The remaining IGRA-positive participants were offered 3HP (12 weekly doses) by directly observed therapy (DOT) at CRH VMD free of charge as part of the study. For those emigrating to the United States before treatment completion, an option was provided for completing >8 doses of DOT at CRH VMD and taking the remaining <4 doses by self-administration therapy (SAT) in the United States. Thus, a minimum of 8 weeks’ stay in Vietnam before immigration was required for participation in the treatment portion of the study. IGRA-positive participants who declined treatment were asked to provide their reasons for declining and were educated about the signs and symptoms of TB. They received a B2 classification with the recommendation to complete a postarrival follow-up in the United States. Participants who accepted treatment were given 3HP weekly by DOT for at least the first 8 doses at CRH VMD. At these DOT visits, participants were assessed for treatment side effects. Those who took the last <4 doses by SAT in the United States received a weekly follow-up call by a US-based, Vietnamese-speaking study coordinator to document whether treatment was taken and to assess for any adverse events. We defined treatment completion as taking >11 of the 12 doses of 3HP within 16 weeks (15).

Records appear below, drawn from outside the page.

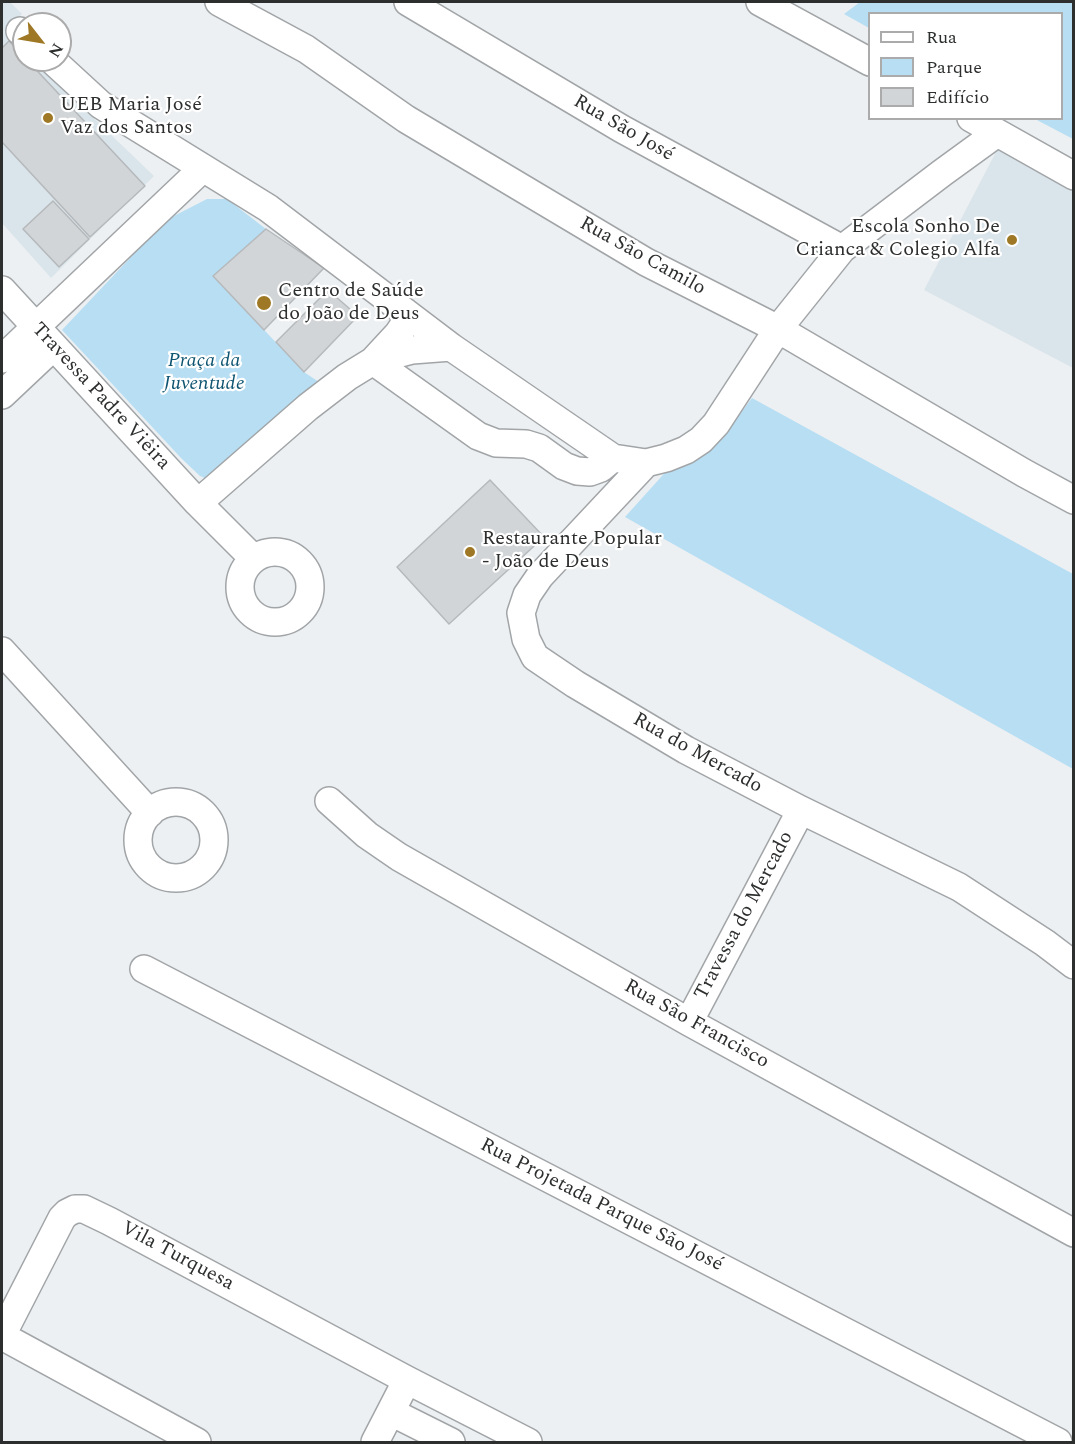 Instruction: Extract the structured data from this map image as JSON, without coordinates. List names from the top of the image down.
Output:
{
  "streets": {
    "street": [
      "Rua São José",
      "Rua São Camilo",
      "Travessa Padre Viêira",
      "Rua do Mercado",
      "Travessa do Mercado",
      "Rua São Francisco",
      "Rua Projetada Parque São José",
      "Vila Turquesa"
    ]
  },
  "crossings": [
    ["Rua do Mercado", "Travessa do Mercado"],
    ["Travessa do Mercado", "Rua São Francisco"]
  ],
  "parks": ["Praça da Juventude"],
  "places": [
    "UEB Maria José Vaz dos Santos",
    "Escola Sonho De Crianca & Colegio Alfa",
    "Centro de Saúde do João de Deus",
    "Restaurante Popular - João de Deus"
  ],
  "legend": ["Rua", "Parque", "Edifício"],
  "north": "bottom right"
}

Study Flow and LTBI Cascade of Care
Of 5,311 eligible US-bound immigrant visa applicants, 2,438 (46%) consented to participate in the study and receive an IGRA to test for LTBI (including 143 applicants 12–14 years of age for whom an IGRA was a required component of their immigrant medical examination) (Figure 2). Among those who consented, 2,276 (93%) received an IGRA and additional study laboratory tests; the remaining 7% who had consented either withdrew from the study or were found to be ineligible during the medical examination before the processing of the IGRA. Among participants who received an IGRA, 484 (21%) were positive and 452 were eligible for 3HP. Of those who were eligible, 304 (67%) initiated treatment and 268 (88%) successfully completed treatment; 192 (72%) persons completed treatment in Vietnam and 76 (28%) by SAT within the United States.
Losses along the LTBI Cascade of Care
Each point along the LTBI cascade of care saw losses in participation (Table 2, Table 3, Tables 4); 2,873 (54%) immigrant visa applicants approached for participation in PTOPS declined. Among eligible visa applicants who declined to participate, 881 (31%) noted they were too busy or stressed because of their impending move, 723 (25%) noted that either the study or the IGRA (or both) were not requirements for the medical examination, 641 (22%) noted their belief that they were not infected with Mycobacterium tuberculosis, 407 (14%) reported that family advised against enrollment, 178 (6%) reported concerns about blood draws, 37 (1%) noted concerns around delaying or otherwise affecting the visa process, and 27 (1%) noted their belief that prior Bacille Calmette-Guérin (BCG) vaccination would protect them against TB disease.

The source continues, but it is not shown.